Is it a typical work by the artist?

It is typical, though there is no cohesive theme, no neat conceptual package: it’s more as if we are gaining an insight into the artist’s working process.

READ MORE

While not exactly a recluse, Prendergast has always managed to maintain a rock solid reputation entirely on her own terms, and those terms include not a great deal of visibility. After graduating from the National College of Art and Design in 1983, she moved to London to complete her master’s and has more or less been based there since, working consistently though apparently quite content to keep a low profile. That did not stop her winning the significant Best Young Artist award at the Venice Biennale in 1995, mind you.

Maps and cartography have been recurrent in her art from early on. Her extraordinary NCAD degree show created nothing less than a benchmark of contemporary Irish art. It consisted of a series of handmade maps. They were cartographic renderings of a woman’s body as landscape, and each was couched in an aspect of the language of domination, control and exploitation that underlies a great deal of cartographic enterprise, and of patriarchal attitudes to women.

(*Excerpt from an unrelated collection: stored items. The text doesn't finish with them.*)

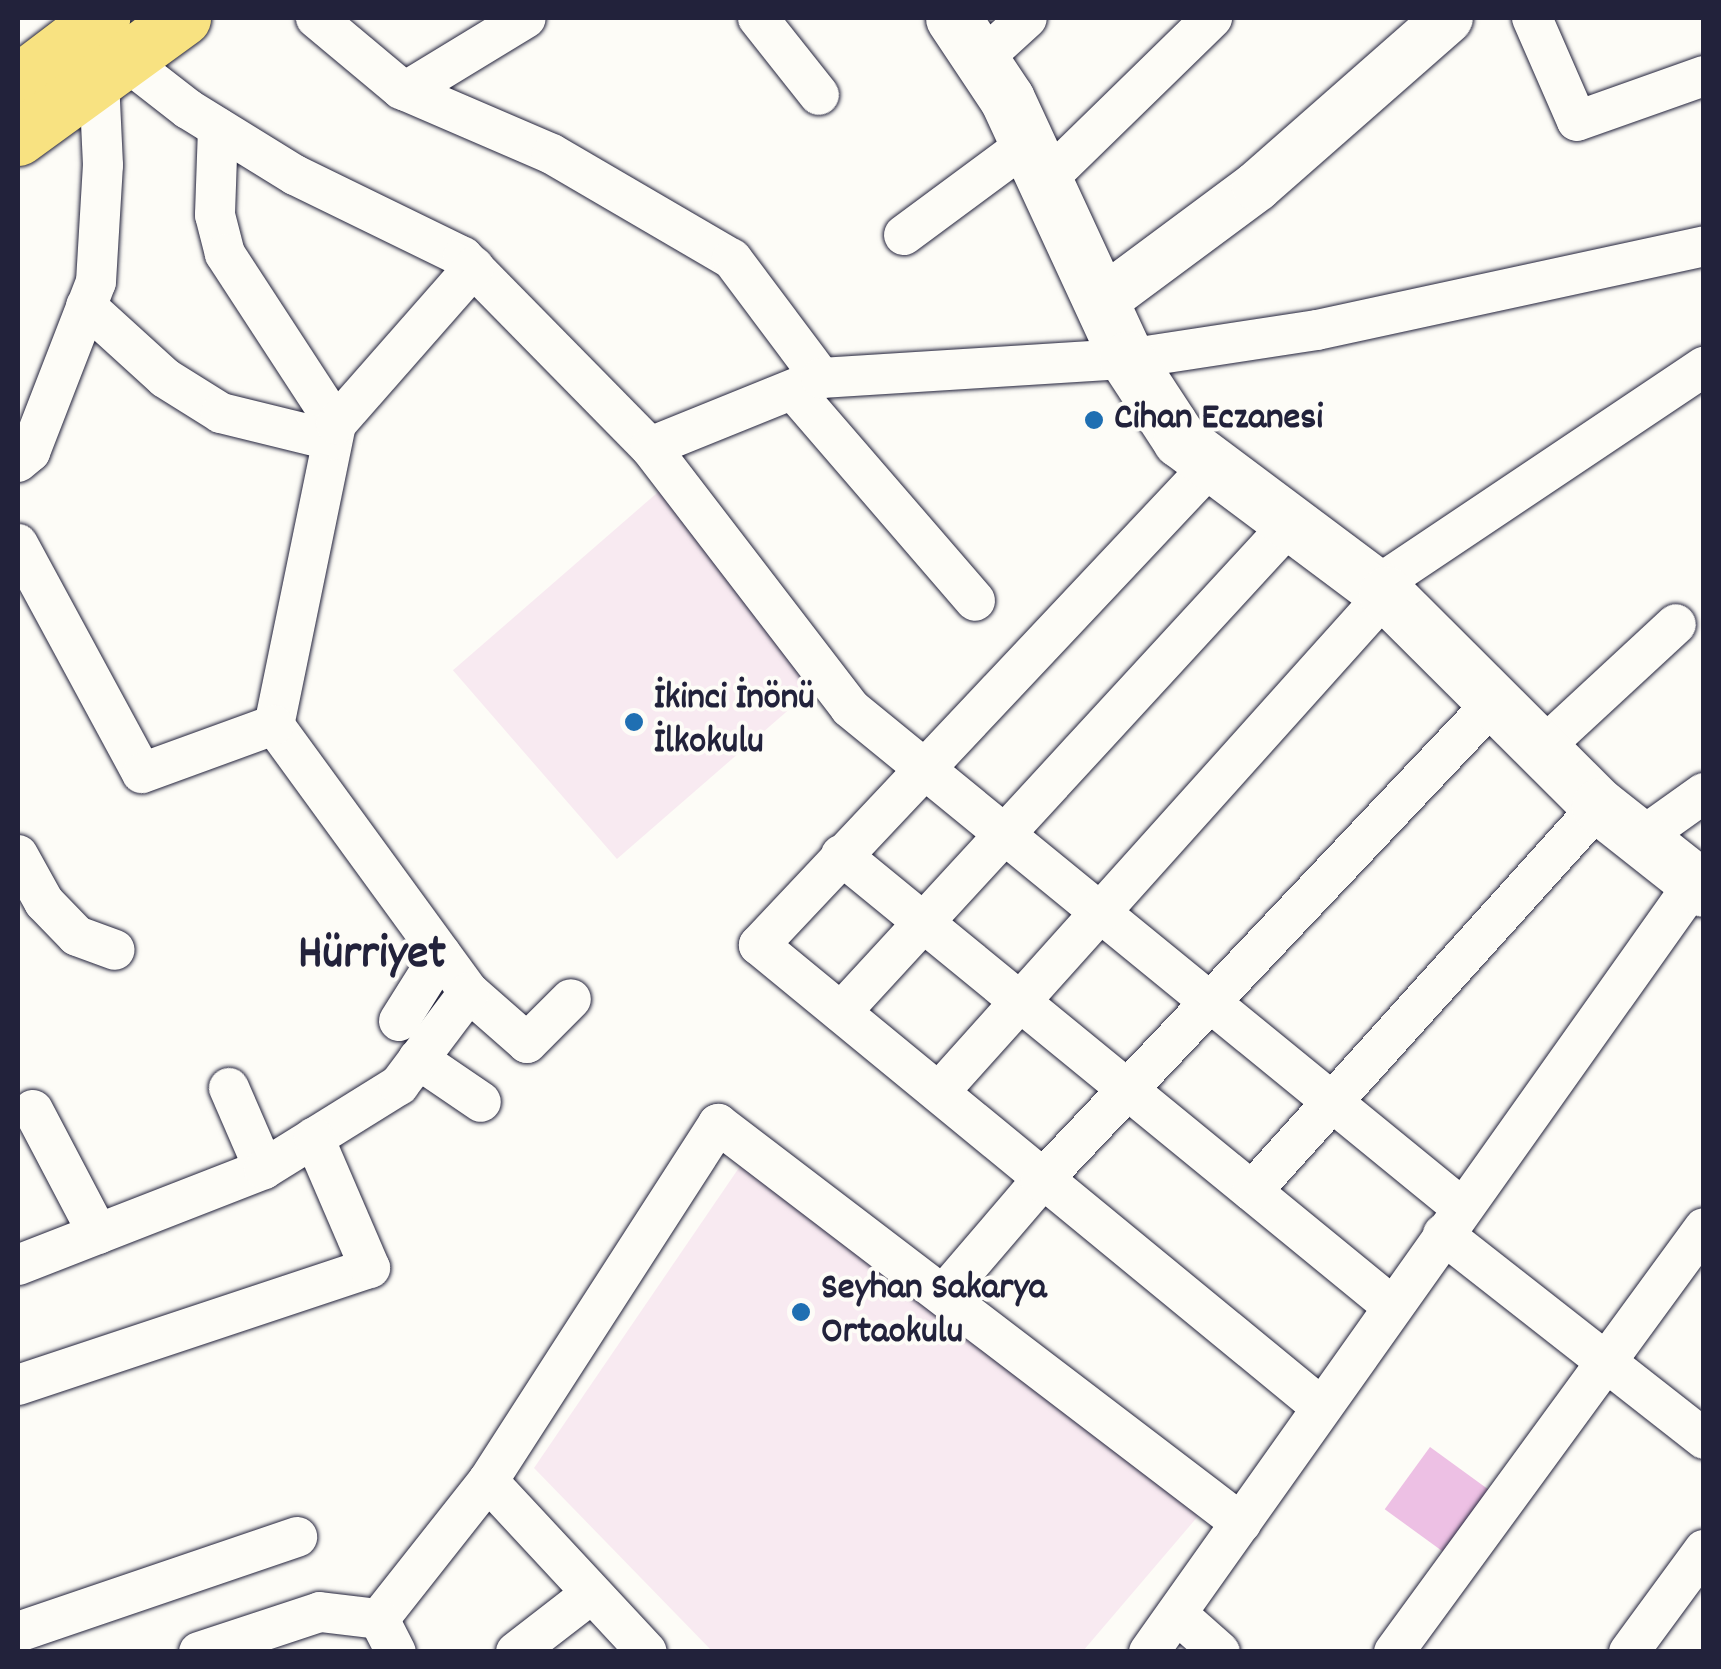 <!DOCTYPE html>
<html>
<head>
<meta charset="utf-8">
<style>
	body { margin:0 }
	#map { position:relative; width:1721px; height:1669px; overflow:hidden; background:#fdfcf7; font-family:Dekko,sans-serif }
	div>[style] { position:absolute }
	.built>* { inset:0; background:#f8eaf1; transform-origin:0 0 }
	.building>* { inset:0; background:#edc0e4; transform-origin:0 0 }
	.roads { filter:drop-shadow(0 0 2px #22223b) drop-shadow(0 0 2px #22223b) }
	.minor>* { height:40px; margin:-20px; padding:0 20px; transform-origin:20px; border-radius:20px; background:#fdfcf7 }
	.tertiary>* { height:50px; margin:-25px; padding:0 25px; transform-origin:25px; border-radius:25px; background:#fdfcf7 }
	.secondary>* { height:55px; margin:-27.5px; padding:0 27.5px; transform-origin:27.5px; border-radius:27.5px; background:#fdfcf7 }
	.primary>* { height:55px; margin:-27.5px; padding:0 27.5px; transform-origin:27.5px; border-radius:27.5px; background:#f8e281 }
	.dots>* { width:28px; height:28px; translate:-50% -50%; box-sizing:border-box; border:5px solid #fdfcf7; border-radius:50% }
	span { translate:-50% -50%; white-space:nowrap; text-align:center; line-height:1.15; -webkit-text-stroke:8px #fdfcf7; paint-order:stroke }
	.poi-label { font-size:38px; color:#22223b; font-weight:700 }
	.left { translate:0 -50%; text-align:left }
	.district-label { font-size:48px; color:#22223b; font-weight:700 }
	.frame { position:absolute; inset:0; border:20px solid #22223b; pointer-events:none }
</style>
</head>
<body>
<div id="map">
	<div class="built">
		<i style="left:665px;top:486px;width:250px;height:281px;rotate:49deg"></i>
		<i style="clip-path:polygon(747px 1156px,1205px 1508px,1083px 1651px,712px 1651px,534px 1468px)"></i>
	</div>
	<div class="building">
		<i style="left:1430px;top:1447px;width:85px;height:77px;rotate:36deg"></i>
	</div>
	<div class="roads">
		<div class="minor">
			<i style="left:316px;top:18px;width:111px;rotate:39.9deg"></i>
			<i style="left:401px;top:89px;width:164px;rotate:23.3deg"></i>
			<i style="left:552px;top:154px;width:208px;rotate:30.3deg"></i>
			<i style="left:732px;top:259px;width:149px;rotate:53.2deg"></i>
			<i style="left:758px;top:18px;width:98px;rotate:51.6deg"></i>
			<i style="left:1532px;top:18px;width:112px;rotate:66.4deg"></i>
			<i style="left:1577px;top:121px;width:135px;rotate:-19.5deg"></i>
			<i style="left:125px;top:60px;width:80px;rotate:37.9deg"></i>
			<i style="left:188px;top:109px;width:126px;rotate:31.7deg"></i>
			<i style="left:295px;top:175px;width:187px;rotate:26deg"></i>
			<i style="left:463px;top:257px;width:267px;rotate:45.5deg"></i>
			<i style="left:650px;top:447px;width:329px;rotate:52.5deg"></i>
			<i style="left:850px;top:708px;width:790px;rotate:39.25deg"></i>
			<i style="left:981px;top:60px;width:62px;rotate:-42.4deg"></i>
			<i style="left:406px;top:91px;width:140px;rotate:-31.3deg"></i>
			<i style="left:218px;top:128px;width:87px;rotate:92deg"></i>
			<i style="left:215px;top:215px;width:40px;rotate:75.6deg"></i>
			<i style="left:225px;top:254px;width:203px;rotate:56.9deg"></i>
			<i style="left:336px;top:424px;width:307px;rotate:101.6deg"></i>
			<i style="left:274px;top:725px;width:331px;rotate:53.9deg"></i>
			<i style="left:469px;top:992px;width:77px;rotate:41.3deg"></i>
			<i style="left:527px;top:1043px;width:62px;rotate:-45deg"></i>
			<i style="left:1044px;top:182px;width:235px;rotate:-44.3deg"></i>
			<i style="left:904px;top:235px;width:153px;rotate:-36.5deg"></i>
			<i style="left:86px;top:306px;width:107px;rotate:42.3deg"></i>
			<i style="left:165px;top:378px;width:66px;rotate:32deg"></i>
			<i style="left:221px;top:413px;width:113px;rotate:13.8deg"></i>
			<i style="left:794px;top:391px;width:277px;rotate:49.2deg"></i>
			<i style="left:336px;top:424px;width:209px;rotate:-48.7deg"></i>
			<i style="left:650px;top:447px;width:184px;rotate:-22deg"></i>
			<i style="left:821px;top:378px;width:307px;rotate:-3.6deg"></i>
			<i style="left:1127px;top:359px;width:192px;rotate:-8.7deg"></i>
			<i style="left:1317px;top:330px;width:396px;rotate:-12.2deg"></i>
			<i style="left:18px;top:462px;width:16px;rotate:-40deg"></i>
			<i style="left:30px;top:452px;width:182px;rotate:-68.8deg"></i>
			<i style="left:96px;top:282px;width:117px;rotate:-86.6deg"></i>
			<i style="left:103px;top:165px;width:86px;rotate:-92.7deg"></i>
			<i style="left:1212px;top:464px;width:661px;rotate:133.28deg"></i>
			<i style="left:759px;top:945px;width:728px;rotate:39.42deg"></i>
			<i style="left:18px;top:544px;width:260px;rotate:61.6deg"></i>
			<i style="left:142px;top:773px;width:140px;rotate:-20deg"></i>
			<i style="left:1375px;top:587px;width:396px;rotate:-33.8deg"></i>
			<i style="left:1540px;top:750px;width:185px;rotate:-42.8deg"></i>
			<i style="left:1638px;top:840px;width:81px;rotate:-35.5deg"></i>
			<i style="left:18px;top:855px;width:54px;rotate:61deg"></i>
			<i style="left:44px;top:902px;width:47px;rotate:45.9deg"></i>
			<i style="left:77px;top:936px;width:40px;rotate:20.2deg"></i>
			<i style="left:841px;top:855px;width:712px;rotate:39.3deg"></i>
			<i style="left:841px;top:1012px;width:666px;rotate:-47.37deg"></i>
			<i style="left:399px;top:1021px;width:79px;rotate:-57.9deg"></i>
			<i style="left:418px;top:1059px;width:76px;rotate:34.3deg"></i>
			<i style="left:229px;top:1088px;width:88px;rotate:66.6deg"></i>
			<i style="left:939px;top:1092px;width:669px;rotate:-48.09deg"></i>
			<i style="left:33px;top:1110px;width:140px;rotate:62.3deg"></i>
			<i style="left:1252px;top:1191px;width:518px;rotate:-47.97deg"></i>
			<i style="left:1443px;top:1234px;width:332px;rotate:38.1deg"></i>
			<i style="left:18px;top:1265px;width:264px;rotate:-21.3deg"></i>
			<i style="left:264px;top:1169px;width:159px;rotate:-31.9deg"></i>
			<i style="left:399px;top:1085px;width:116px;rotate:-53deg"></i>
			<i style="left:945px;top:1293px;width:148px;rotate:-49.4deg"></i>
			<i style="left:1041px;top:1181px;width:656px;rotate:-46.6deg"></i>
			<i style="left:18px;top:1385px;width:371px;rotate:-18.4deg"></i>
			<i style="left:370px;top:1268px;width:142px;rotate:-113.3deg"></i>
			<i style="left:488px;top:1481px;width:233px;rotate:47.1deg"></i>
			<i style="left:1177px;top:1614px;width:57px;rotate:41.5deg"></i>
			<i style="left:379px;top:1619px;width:176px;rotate:-51.7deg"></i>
			<i style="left:488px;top:1481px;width:425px;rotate:-57.2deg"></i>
			<i style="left:718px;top:1124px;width:658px;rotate:37.34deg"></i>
			<i style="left:18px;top:1632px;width:295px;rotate:-18.8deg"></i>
			<i style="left:199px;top:1652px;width:127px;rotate:-18.3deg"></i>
			<i style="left:320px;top:1612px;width:59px;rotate:6.8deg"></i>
			<i style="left:379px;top:1619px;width:37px;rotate:63deg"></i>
			<i style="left:516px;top:1652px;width:95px;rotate:-37.7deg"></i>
			<i style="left:1149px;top:1652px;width:940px;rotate:-54.65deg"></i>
			<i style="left:1394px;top:1652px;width:525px;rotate:-53.83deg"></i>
			<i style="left:1629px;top:1652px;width:127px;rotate:-53.7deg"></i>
		</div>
		<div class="tertiary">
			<i style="left:1101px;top:302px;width:194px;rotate:-36.6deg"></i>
			<i style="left:1257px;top:186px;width:254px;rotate:-41.3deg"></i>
		</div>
		<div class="secondary">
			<i style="left:953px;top:18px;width:97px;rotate:56.3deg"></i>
			<i style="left:1007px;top:99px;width:286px;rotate:65.2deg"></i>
			<i style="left:1127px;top:359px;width:97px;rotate:56.8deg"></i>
			<i style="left:1180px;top:440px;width:257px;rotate:36.8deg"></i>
			<i style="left:1386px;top:594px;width:301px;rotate:44.9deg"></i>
			<i style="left:1599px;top:806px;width:134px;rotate:38.3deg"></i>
		</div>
		<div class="primary">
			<i style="left:18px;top:82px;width:106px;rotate:-37.3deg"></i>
			<i style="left:18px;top:138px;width:204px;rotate:-36deg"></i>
		</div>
	</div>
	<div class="dots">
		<i style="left:1094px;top:420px;background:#1f6fb2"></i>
		<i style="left:634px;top:722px;background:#1f6fb2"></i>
		<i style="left:801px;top:1312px;background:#1f6fb2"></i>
	</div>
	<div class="poi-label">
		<span class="left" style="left:1114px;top:420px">Cihan Eczanesi</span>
		<span class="left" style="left:654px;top:722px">İkinci İnönü<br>İlkokulu</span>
		<span class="left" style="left:821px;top:1312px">Seyhan Sakarya<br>Ortaokulu</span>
	</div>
	<div class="district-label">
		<span style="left:372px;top:957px">Hürriyet</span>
	</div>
	<div class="frame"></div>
</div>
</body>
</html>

Unsurprisingly, Strata taps into several of these concerns. For three years from 2000, Prendergast was artist-in-residence at the Geography Department of Bedford College which was, from its foundation in 1849, the first higher education institution for women in the UK. Women students could engage in geological and geographical field work closed to them elsewhere. At some point following her residency, it seems that Bedford’s hand-coloured topographical and geological teaching maps were being digitised and Prendergast was offered access to the original maps, some of which will be on view in Strata.